24 mars
lundi 30 mars 2020 - Ce qui nous empêche
Les voitures habituelles passent avec leur descriptif superposé en méta-données sur la vitre de ma fenêtre. Je sors les poubelles comme on rentre victorieux d’une Coupe du Monde et un scooter Uber-eats passe. Là, j’ai bien vu son sac, malgré sa vitesse, le logo. Encore aujourd’hui, ça se produit. Mais à côté de ça, de cette exception, le désert est bien là, le respect des règles de sécurité commune est là. La puissance de la bascule qui s’est opérée, si vite, comment le penser ? C’est ça aussi qu’il faut voir, je me dis ça. Quels sont les outils de pensée là-dessus, sur ce collectif soudain, qui est aussi plein de distance, sans parole — à part les applaudissements de 20h ? La société individualiste et de rentabilité qui se retourne si vite en ce collectif qui prend soin de tous et met la machine (presque) en pause.

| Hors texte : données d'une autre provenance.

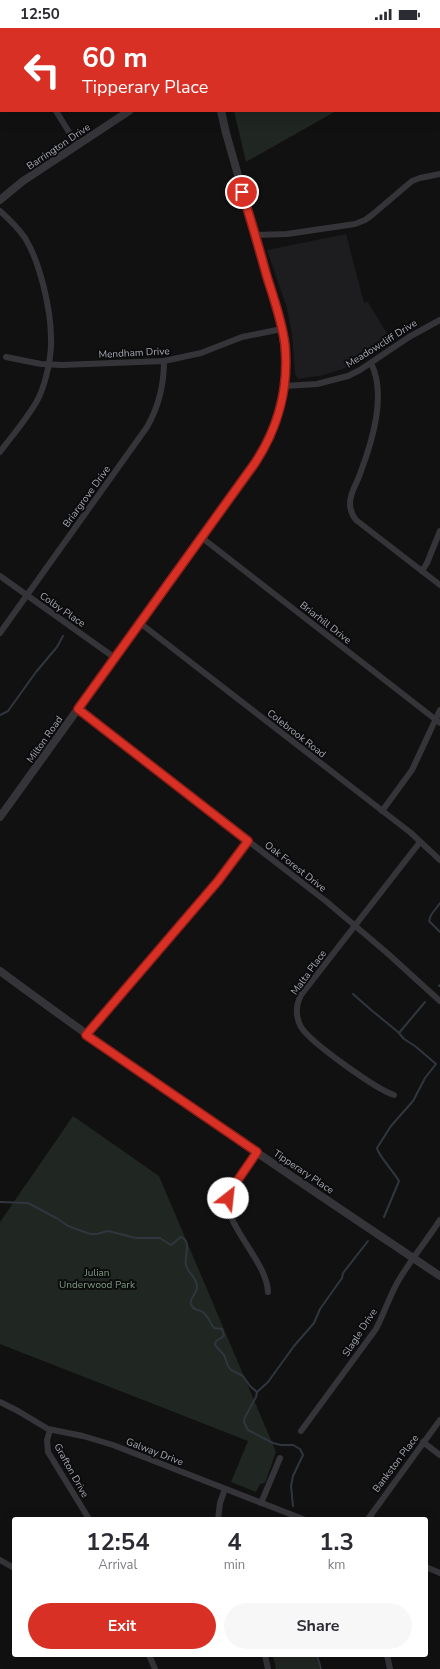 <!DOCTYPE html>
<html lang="en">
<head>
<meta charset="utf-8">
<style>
	body { margin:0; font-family:"Nunito Sans",sans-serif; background:#f7f7f7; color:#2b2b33; height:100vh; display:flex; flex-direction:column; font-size:15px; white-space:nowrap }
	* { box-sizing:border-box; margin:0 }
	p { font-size:13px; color:#7c7c81 }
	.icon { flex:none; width:22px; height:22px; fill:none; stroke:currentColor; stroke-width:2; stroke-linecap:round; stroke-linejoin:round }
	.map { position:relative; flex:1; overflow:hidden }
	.sheet { position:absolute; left:12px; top:1489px; width:416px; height:140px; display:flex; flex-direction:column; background:#fff; border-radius:4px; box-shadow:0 4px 16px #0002 }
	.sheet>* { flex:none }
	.hud { position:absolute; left:0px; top:0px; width:440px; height:84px; box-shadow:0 4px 16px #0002; background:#d93025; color:#fff; overflow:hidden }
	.pin { position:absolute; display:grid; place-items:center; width:34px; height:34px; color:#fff; margin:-17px; border:2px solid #fff; border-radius:50%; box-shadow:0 1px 4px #0007 }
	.me { position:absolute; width:44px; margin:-22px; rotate:29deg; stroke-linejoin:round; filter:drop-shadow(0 0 3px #0008) }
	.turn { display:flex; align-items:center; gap:14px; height:84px; padding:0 16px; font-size:18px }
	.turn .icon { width:52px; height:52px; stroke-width:2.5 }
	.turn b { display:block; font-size:28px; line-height:34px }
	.eta { display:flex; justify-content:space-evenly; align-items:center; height:68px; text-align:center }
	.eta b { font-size:24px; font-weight:700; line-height:28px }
	.primary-button { display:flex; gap:8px; margin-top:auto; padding:8px 16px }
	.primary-button a { flex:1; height:46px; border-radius:24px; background:#d93025; color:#fff; font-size:16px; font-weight:700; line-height:46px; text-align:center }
	.primary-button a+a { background:#f7f7f7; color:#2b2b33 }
	.status { display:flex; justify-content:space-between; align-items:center; height:28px; padding:0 20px; background:#fff; direction:ltr }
	.status svg { height:11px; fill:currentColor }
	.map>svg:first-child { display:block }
	.built { fill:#1d1d1f }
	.green { fill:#202621 }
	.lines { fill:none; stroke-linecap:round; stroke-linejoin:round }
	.stream { stroke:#30363d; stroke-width:2 }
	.minor { stroke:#353539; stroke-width:6 }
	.tertiary { stroke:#353539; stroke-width:8 }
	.route-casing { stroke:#8d1f18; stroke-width:10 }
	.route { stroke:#d93025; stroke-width:7 }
	.labels { text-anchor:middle; stroke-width:4; stroke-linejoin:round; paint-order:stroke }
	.street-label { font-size:10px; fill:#a4a7b1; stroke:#0c0c0d }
	.park-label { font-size:10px; fill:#7d9a82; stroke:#0c0c0d }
</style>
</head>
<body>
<div class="status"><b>12:50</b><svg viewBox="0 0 49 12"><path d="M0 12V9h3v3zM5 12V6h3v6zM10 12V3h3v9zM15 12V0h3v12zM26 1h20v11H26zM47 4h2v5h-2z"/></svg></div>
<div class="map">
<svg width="440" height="1641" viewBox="0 0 440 1641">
	<rect width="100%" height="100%" fill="#111112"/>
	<g class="built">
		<polygon points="49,0 186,0 181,1"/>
		<polygon points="346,206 364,275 368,274 391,312 351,338 324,347 298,351 295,346 292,306 287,280 267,222"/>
	</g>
	<g class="green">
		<polygon points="0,0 49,1 1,1 0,59"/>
		<polygon points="234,83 336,83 246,134"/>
		<polygon points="73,1088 159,1148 276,1424 265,1455 260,1456 256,1464 231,1454 248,1413 0,1316 0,1194"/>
		<polygon points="273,1627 316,1627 320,1641 276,1641"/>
	</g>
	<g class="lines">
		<g class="stream">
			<polyline points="0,687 8,683 36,644 57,619 63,608"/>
			<polyline points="440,875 431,887 429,893 440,904"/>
			<polyline points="439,958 440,957"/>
			<path d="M353 966 370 981 398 1004 404 1011 415 1018 436 1036 425 1050 413 1073 391 1098 377 1120C378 1127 394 1144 399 1153L384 1189"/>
			<polyline points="399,1005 425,974"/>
			<path d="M0 1174 28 1175 58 1191 68 1198 90 1206H97L108 1203 136 1210H160L171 1217 181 1209C192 1213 184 1228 186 1237 188 1246 197 1249 197 1259 197 1265 189 1271 191 1276 192 1282 199 1282 203 1284 208 1288 210 1295 214 1300L222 1301 224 1308 216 1313 215 1317 224 1327 228 1338 231 1342 243 1348 250 1358 257 1364"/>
			<polyline points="293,1478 291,1458 293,1448 303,1427 300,1421 293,1417 281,1417 273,1415 248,1402 244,1394 245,1389 256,1369 257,1364 268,1354 294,1318 314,1295 320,1281 342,1250 343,1245 368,1213"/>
			<polyline points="317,1627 321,1641"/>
		</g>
		<g class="minor">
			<polyline points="426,1 430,0"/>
			<polyline points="0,66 1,66"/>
			<polyline points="56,83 77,117"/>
			<path d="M0 183C9 191 18 200 25 210 40 234 51 282 51 310 52 327 46 354 39 369 31 386 11 409 0 424"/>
			<polyline points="255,207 287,206 355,196 365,192 372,187 412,153 420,150 440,146"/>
			<polyline points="6,329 41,336 62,337 164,333 201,325 242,309 282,301"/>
			<path d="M371 335C387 367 372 414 360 446 357 455 350 465 350 475 350 481 352 487 356 492L440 557"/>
			<polyline points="285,358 317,356 348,348 360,342 409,309 440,292"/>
			<polyline points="201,509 440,695"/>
			<polyline points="422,543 427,535 440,503"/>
			<polyline points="0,548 115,630"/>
			<polyline points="140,595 411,805 440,832"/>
			<path d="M0 605 147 399C159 378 164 358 164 333"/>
			<polyline points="78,681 327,874 386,924 440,973"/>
			<polyline points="382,783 412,742 440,682"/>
			<polyline points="86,1007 218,853 248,813"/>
			<path d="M394 1067C376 1061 311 1015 301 999 295 988 296 977 301 967L420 814"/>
			<path d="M257 1124C248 1136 233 1153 229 1167 220 1194 267 1232 268 1264"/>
			<polyline points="0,1374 18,1383 48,1401 83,1408 113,1417 303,1491"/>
			<polyline points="50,1402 47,1412 48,1424 89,1491"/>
			<path d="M301 1403 376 1301C385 1284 390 1266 400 1250 412 1230 427 1212 440 1192"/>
			<polyline points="423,1414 440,1427"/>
			<polyline points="261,1475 280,1430"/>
			<polyline points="218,1491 220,1475 225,1461"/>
			<polyline points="368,1491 440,1392"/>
			<polyline points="0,1532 14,1540"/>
			<polyline points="426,1539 440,1545"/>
			<polyline points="149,1627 155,1641"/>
			<polyline points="265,1627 268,1641"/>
			<polyline points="387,1627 390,1641"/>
		</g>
		<g class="tertiary">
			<polyline points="203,0 203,1"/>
			<polyline points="0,172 23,153 129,83"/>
			<path d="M0 789 255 435C281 395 291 349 282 301L226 105 221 83"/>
			<path d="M0 943C143 1049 292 1149 440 1248"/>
		</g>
	</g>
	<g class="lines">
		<defs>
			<path id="route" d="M228 1170 231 1162 257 1124 86 1007 218 853 248 813 78 681 255 435C278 400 289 359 285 317 282 293 274 271 267 249 259 220 251 192 242 164"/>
		</defs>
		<use href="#route" class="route-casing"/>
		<use href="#route" class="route"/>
	</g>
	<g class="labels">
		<g class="street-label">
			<text transform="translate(58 118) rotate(-34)" y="4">Barrington Drive</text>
			<text transform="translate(381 315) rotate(-32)" y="4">Meadowcliff Drive</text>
			<text transform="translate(134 324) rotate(-3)" y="4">Mendham Drive</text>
			<text transform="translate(86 468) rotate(-54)" y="4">Briargrove Drive</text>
			<text transform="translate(63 581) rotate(35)" y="4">Colby Place</text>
			<text transform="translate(326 594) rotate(38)" y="4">Briarhill Drive</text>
			<text transform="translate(297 705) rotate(38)" y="4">Colebrook Road</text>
			<text transform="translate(44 711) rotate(-55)" y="4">Milton Road</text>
			<text transform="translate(296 838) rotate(38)" y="4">Oak Forest Drive</text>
			<text transform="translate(308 944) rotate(-54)" y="4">Malta Place</text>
			<text transform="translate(304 1143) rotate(34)" y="4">Tipperary Place</text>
			<text transform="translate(359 1304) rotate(-57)" y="4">Slagle Drive</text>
			<text transform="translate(155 1423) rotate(21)" y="4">Galway Drive</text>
			<text transform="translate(395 1435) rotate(-53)" y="4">Bankston Place</text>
			<text transform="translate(72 1442) rotate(61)" y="4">Grafton Drive</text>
		</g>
		<g class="park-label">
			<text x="97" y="1248">Julian<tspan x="97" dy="12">Underwood Park</tspan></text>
		</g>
	</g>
</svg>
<div class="pin" style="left:242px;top:164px;background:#d93025"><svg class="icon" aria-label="arrive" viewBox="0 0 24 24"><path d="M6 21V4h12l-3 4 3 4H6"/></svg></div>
<svg class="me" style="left:228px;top:1170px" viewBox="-20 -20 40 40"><circle r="19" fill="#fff"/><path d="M0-13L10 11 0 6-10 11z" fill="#d93025"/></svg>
<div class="hud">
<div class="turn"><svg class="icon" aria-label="left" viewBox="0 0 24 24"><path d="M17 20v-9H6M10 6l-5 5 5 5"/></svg><div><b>60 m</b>Tipperary Place</div></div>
</div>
<section class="sheet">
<div class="eta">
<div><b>12:54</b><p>Arrival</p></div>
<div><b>4</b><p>min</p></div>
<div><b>1.3</b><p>km</p></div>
</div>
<div class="primary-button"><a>Exit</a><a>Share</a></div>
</section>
</div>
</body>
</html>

Ce "presque", d’ailleurs, désobéir aujourd’hui c’est améliorer les décisions du gouvernement : et pas seulement se confiner mieux, fabriquer son masque, peut-être continuer à rester chez soi si le confinement est levé "trop tôt", se confiner ailleurs "avant" que le gouvernement ne le décrète, etc., c’est aussi débrayer, arrêter la chaîne inutile, refuser de servir, de livrer si ça n’est pas justifié. Et ce collectif soudain, comme les Gilets Jaunes, comme la grève de décembre/janvier, comme Nuit Debout, tous ces éclats de collectif qui tardent à prendre et à pousser, reviendront, réessayeront.